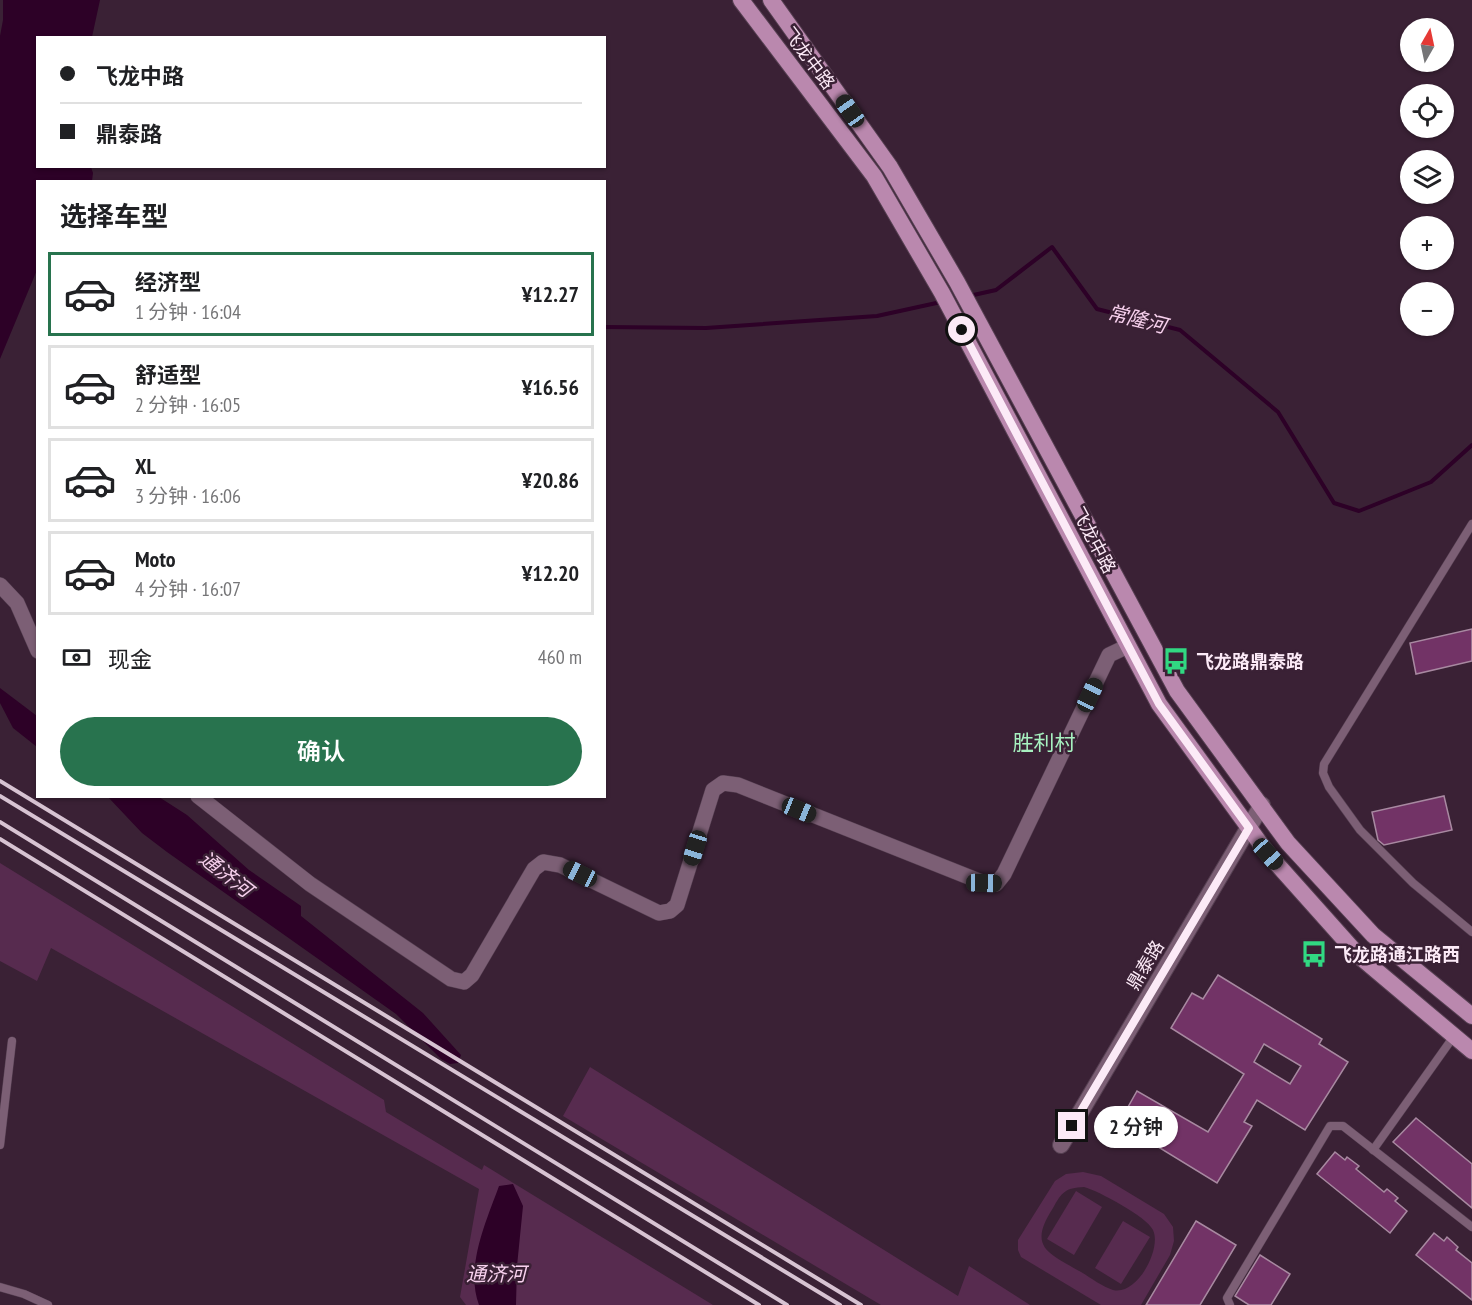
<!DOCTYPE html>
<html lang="zh">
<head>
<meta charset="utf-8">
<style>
	body { margin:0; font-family:"PT Sans Narrow","Noto Sans SC",sans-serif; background:#f2f2f2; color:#202124; height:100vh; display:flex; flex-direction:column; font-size:22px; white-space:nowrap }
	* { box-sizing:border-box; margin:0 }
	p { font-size:20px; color:#757577 }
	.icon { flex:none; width:33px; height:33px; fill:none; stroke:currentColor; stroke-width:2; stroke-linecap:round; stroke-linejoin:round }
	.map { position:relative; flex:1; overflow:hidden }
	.side { position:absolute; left:36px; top:180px; width:570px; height:618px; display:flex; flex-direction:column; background:#fff; border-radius:0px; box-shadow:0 2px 4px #0004 }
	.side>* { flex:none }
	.top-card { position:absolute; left:36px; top:36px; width:570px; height:132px; border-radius:0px; box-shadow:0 2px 4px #0004; display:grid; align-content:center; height:132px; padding:0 24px; background:#fff }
	.needle { width:39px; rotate:9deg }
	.fabs { position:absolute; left:1400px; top:18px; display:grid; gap:12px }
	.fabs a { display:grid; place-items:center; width:54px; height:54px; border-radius:50%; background:#fff; box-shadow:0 2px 4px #0004; font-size:30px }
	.end { position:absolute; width:27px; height:27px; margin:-14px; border:8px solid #fceaf7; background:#111; box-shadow:0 0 0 3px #111 }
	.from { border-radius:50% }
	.bubble { position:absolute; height:42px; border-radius:21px; background:#fff; box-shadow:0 2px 4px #0004; font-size:20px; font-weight:600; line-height:42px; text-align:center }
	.car { position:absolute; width:18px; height:36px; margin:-18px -9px; border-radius:8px; box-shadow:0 0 4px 2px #0007; background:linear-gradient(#222 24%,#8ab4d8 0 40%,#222 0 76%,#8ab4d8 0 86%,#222 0) }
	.top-card b { display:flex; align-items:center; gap:21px; height:57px; font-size:22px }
	.top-card b+b { border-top:2px solid #e0e0e0 }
	.top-card i { width:15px; height:15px; background:#202124 }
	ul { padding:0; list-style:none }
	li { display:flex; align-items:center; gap:18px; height:84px; margin:0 12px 9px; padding:0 12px; border:3px solid #e0e0e0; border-radius:0px }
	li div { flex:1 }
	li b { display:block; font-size:22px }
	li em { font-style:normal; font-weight:600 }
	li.current { border-color:#28734e }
	li>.icon { width:54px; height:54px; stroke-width:1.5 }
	h2 { padding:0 24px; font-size:27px; line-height:72px }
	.pay { display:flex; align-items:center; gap:15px; height:66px; padding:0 24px; font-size:22px }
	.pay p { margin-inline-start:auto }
	.primary-button { display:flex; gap:12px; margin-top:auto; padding:12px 24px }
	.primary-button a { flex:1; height:69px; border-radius:36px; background:#28734e; color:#fff; font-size:24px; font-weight:600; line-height:69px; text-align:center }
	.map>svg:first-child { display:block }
</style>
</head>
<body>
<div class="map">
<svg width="1472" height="1305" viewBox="0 0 1472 1305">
	<rect width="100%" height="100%" fill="#3a2135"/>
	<g fill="#572b4f" fill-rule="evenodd">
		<polygon points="0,863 384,1100 386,1112 482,1170 484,1165 713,1305 466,1305 460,1297 479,1189 51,948 37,981 0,961"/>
		<polygon points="590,1067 958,1296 969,1266 1030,1305 881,1305 563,1116"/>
		<path d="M1083,1172l18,4 63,38 9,13 1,14 -4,14 -29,50h-40l-80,-48 -3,-7v-10l37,-59 11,-7zM1084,1187c15,4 63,30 69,43 9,19 -16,66 -40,60 -10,-3 -22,-12 -32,-18 -32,-19 -54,-24 -28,-64 9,-16 12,-20 31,-21z"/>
		<polygon points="1076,1191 1102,1207 1074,1255 1047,1239"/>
		<polygon points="1123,1221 1150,1237 1121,1284 1095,1268"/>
	</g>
	<g fill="#2d0127">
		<polygon points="3,0 100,0 92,37 38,38 38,166 91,167 93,173 92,181 38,182 37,270 0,359 0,36 3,20"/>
		<polygon points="0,688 37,716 37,747 13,728 0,703"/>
		<polygon points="108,797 159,797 187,815 249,870 301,906 301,916 423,1013 461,1055 458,1063 450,1064 441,1059 396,1014 167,852 142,833"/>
		<path d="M513,1184l10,22 -6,60 -1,39h-37c-14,-38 7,-83 20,-119z"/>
	</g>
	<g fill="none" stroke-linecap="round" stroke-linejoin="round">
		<g stroke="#2d0127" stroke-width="4">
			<polyline points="969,296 996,290 1052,247 1097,309 1180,330 1278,412 1334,503 1359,511 1431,482 1472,445"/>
			<polyline points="604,327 706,328 877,316 941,302"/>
		</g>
	</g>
	<g fill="#723366" stroke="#a889a1" stroke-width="1.5" fill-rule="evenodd">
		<polygon points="1472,629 1472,661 1416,674 1410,643"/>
		<polygon points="1444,796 1452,830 1384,845 1378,840 1372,812"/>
		<path d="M1218,975l104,64 -3,5 29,18 -43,68 -48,-30 -13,22 8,4 -35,57 -98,-60 18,-32 71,41 36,-58 -73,-46 21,-35 11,6zM1264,1044l37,22 -11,18 -36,-22z"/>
		<polygon points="1416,1118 1472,1164 1472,1208 1393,1142"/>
		<polygon points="1335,1152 1345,1160 1347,1157 1359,1166 1356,1169 1384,1192 1387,1189 1398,1198 1395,1201 1407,1211 1390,1233 1317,1174"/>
		<polygon points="1196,1221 1236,1245 1200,1305 1146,1305"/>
		<polygon points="1434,1233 1444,1241 1447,1237 1458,1247 1456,1250 1472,1263 1472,1300 1416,1255"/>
		<polygon points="1260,1255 1290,1274 1271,1305 1249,1305 1235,1296"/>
	</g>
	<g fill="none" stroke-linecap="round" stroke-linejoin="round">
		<defs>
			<g id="service">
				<polyline points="1472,524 1324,764 1323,773 1329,787 1360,830 1413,883 1472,932"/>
				<polyline points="0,1145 12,1041"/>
				<polyline points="1373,1150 1454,1036"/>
				<polyline points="0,1287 24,1294 48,1305"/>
				<polyline points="1230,1305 1227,1298 1330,1126 1343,1126 1472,1227"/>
			</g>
			<g id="minor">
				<polyline points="0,585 17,603 38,651"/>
				<polyline points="198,796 310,884 451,979 464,982 472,975 534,869 543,862 560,865 659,913 670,911 677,905 713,790 723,783 738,785 984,883 996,884 1004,874 1109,655 1128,646"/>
			</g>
			<polyline id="tertiary" points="1061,1145 1262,805"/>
			<g id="primary">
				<polyline points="741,0 874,176 942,293 1159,704 1268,854 1359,956 1472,1051"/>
				<polyline points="771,0 890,167 957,282 1177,691 1288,843 1373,935 1472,1016"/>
			</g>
		</defs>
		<use href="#service" stroke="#553f51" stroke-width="9"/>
		<use href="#minor" stroke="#553f51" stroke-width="16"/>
		<use href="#tertiary" stroke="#553f51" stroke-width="18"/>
		<use href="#primary" stroke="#553f51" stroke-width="18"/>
		<use href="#service" stroke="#7c5f75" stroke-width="8"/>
		<use href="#minor" stroke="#7c5f75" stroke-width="15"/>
		<use href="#tertiary" stroke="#7c5f75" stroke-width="16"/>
		<use href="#primary" stroke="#ba88ae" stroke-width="16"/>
		<g stroke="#d7c3d2" stroke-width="4">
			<polyline points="0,781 861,1305"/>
			<polyline points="0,796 840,1305"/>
			<polyline points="0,822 787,1305"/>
			<polyline points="0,839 759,1305"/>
		</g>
	</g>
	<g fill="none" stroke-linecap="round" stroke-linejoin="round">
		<polyline stroke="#fceaf7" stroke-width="8" points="962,330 1159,704 1249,828 1072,1126"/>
	</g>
	<defs>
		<symbol id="bus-bare" viewBox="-9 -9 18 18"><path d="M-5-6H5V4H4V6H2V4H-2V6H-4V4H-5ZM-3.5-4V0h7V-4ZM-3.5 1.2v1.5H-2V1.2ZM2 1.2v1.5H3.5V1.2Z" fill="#31d882" stroke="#3a2135" stroke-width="2.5" paint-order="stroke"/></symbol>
	</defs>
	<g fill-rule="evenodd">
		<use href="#bus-bare" x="1157" y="642" width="38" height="38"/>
		<use href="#bus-bare" x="1295" y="935" width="38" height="38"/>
	</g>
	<g text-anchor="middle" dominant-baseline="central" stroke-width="5" stroke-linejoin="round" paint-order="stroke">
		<g font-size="18" fill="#fceaf7" stroke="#3a2135">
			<text transform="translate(809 58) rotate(53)">飞龙中路</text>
			<text transform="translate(1094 540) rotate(62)">飞龙中路</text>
			<text transform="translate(1145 965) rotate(-59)">鼎泰路</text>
		</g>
		<g font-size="18" font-weight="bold" fill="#fceaf7" stroke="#3a2135" text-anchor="start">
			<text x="1196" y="661">飞龙路鼎泰路</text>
			<text x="1334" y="954">飞龙路通江路西</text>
		</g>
		<g font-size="20" font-style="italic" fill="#f8d1ee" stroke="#3a2135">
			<text transform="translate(1137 319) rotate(14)">常隆河</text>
			<text transform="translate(226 874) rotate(38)">通济河</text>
			<text x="496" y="1274">通济河</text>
		</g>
		<g font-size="21" fill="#a7f1c0" stroke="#3a2135">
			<text x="1044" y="742">胜利村</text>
		</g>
	</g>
</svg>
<div class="fabs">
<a><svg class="needle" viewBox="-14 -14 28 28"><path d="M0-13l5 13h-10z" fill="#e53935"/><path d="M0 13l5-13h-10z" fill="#757577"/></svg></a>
<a><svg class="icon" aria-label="locate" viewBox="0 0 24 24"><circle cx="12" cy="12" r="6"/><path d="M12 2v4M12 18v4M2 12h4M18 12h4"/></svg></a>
<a><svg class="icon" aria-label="layers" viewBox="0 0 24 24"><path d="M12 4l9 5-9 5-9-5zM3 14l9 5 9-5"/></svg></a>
<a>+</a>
<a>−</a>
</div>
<i class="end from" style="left:962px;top:330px"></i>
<i class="end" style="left:1072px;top:1126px"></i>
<div class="bubble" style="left:1094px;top:1106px;width:84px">2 分钟</div>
<i class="car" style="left:850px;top:111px;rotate:325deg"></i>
<i class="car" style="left:1090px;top:695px;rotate:25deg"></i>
<i class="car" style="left:799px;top:810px;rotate:112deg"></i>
<i class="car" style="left:695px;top:848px;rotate:197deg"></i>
<i class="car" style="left:1268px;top:854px;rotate:138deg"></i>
<i class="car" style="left:580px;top:874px;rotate:296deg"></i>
<i class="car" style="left:984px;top:883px;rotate:91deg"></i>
<div class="top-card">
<b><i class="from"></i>飞龙中路</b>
<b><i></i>鼎泰路</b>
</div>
<section class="side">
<h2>选择车型</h2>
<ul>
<li class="current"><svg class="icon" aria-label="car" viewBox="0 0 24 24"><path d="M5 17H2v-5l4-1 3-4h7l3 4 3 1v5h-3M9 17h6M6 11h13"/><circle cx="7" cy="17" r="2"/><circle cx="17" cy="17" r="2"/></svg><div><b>经济型</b><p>1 分钟 · 16:04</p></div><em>¥12.27</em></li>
<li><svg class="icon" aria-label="car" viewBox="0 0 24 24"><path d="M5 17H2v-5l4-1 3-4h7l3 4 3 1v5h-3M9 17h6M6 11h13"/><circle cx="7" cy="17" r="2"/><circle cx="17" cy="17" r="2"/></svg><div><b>舒适型</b><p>2 分钟 · 16:05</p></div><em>¥16.56</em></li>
<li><svg class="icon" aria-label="car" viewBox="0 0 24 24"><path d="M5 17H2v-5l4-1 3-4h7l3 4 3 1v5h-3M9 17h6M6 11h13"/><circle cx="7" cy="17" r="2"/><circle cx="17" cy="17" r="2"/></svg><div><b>XL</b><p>3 分钟 · 16:06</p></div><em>¥20.86</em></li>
<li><svg class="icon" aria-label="car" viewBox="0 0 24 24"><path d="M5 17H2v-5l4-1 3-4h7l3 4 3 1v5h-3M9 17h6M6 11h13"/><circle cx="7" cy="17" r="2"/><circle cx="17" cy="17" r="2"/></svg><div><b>Moto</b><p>4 分钟 · 16:07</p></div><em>¥12.20</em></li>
</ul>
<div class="pay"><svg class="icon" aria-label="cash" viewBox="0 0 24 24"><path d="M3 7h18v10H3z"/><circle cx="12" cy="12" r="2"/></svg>现金<p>460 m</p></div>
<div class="primary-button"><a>确认</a></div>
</section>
</div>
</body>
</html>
◆ ◆ ◆ ◆ ◆ ◆ ◆
> **Problem**: Leave the pictures out and reproduce exactly the lines from the top of the listing above through the line with "position:relative; flex:1; overflow:hidden".

> **Reply to the exercise**:
<!DOCTYPE html>
<html lang="zh">
<head>
<meta charset="utf-8">
<style>
	body { margin:0; font-family:"PT Sans Narrow","Noto Sans SC",sans-serif; background:#f2f2f2; color:#202124; height:100vh; display:flex; flex-direction:column; font-size:22px; white-space:nowrap }
	* { box-sizing:border-box; margin:0 }
	p { font-size:20px; color:#757577 }
	.icon { flex:none; width:33px; height:33px; fill:none; stroke:currentColor; stroke-width:2; stroke-linecap:round; stroke-linejoin:round }
	.map { position:relative; flex:1; overflow:hidden }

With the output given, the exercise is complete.